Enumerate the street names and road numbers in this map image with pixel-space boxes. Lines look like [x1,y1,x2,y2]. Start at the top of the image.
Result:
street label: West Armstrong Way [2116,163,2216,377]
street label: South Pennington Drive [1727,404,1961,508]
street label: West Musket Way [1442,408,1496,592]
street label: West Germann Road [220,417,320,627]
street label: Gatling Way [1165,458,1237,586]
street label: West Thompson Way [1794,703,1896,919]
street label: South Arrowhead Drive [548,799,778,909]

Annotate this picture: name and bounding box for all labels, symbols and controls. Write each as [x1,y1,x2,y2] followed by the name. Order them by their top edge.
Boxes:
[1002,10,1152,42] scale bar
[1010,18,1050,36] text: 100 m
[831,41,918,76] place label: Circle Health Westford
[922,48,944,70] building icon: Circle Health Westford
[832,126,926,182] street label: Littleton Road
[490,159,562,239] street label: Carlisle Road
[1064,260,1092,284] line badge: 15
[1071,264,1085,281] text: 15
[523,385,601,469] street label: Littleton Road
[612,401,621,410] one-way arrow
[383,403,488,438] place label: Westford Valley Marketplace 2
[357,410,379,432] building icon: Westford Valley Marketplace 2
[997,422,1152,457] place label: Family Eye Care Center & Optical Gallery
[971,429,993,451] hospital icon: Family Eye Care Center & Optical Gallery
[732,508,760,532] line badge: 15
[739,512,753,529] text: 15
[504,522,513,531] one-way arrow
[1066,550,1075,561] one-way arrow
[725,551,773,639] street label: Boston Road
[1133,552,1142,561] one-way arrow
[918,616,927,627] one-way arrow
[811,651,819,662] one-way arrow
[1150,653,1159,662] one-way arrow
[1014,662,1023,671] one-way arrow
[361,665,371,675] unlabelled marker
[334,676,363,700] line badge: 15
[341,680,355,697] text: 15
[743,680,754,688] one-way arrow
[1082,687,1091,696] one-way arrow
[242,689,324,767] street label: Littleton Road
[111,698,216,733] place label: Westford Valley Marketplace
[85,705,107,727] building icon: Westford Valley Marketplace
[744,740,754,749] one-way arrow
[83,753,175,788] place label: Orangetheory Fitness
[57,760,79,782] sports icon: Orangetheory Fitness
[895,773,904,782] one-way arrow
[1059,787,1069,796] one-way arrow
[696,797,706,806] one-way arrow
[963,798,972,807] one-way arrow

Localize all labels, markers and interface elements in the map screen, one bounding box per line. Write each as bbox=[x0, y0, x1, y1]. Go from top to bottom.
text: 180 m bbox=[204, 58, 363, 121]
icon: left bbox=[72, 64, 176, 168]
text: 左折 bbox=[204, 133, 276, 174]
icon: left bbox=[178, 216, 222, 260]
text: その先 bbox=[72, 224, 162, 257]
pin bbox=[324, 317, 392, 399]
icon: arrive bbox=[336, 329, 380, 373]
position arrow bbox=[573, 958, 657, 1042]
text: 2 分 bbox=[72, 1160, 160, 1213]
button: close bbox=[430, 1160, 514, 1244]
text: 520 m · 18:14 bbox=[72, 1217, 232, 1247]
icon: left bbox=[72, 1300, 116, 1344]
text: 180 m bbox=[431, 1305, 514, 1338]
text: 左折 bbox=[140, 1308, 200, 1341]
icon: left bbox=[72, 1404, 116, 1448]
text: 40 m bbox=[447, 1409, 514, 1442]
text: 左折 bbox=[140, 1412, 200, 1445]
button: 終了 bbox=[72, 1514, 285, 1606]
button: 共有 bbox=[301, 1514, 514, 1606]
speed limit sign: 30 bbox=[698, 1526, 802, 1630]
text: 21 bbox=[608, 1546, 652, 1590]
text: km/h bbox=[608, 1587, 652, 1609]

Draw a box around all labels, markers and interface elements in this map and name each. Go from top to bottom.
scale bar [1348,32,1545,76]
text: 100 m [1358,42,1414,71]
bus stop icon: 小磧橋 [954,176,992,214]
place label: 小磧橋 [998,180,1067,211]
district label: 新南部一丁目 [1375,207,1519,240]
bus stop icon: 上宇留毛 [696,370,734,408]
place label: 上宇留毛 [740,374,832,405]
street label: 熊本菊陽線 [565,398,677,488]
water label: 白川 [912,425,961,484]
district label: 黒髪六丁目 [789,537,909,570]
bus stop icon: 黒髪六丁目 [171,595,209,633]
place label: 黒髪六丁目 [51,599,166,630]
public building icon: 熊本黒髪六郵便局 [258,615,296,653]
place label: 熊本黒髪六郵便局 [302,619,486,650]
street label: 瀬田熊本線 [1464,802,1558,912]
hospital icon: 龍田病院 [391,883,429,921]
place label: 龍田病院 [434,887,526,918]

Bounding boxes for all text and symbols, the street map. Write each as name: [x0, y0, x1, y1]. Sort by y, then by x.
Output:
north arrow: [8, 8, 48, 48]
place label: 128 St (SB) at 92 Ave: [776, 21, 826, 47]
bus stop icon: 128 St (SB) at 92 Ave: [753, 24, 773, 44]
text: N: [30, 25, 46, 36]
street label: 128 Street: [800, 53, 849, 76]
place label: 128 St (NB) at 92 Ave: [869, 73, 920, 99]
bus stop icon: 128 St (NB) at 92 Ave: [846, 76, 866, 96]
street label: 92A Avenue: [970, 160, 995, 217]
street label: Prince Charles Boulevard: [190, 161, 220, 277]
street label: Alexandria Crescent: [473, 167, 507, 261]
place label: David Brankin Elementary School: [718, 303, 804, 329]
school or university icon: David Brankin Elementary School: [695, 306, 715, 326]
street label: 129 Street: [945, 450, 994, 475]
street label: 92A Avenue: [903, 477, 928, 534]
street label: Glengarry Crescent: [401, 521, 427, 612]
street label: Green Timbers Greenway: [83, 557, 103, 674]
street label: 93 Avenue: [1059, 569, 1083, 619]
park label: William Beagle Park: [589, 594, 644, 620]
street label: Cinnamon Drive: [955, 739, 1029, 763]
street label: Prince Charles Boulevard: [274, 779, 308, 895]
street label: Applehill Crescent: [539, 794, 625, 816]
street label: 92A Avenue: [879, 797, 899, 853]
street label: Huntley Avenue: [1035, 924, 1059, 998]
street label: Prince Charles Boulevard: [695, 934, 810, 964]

TRY IT: Start at the first line of the entries and stop at the line that contains "Annotate this picture: name". Repeat every line in that span exactly, and nothing beyond it.

ANSWER BOX:
Enumerate the street names and road numbers in this map image with pixel-space boxes. Lines look like [x1,y1,x2,y2]. Start at the top of the image.
Result:
street label: West Armstrong Way [2116,163,2216,377]
street label: South Pennington Drive [1727,404,1961,508]
street label: West Musket Way [1442,408,1496,592]
street label: West Germann Road [220,417,320,627]
street label: Gatling Way [1165,458,1237,586]
street label: West Thompson Way [1794,703,1896,919]
street label: South Arrowhead Drive [548,799,778,909]

Annotate this picture: name and bounding box for all labels, symbols and controls. Write each as [x1,y1,x2,y2] followed by the name. Order them by their top edge.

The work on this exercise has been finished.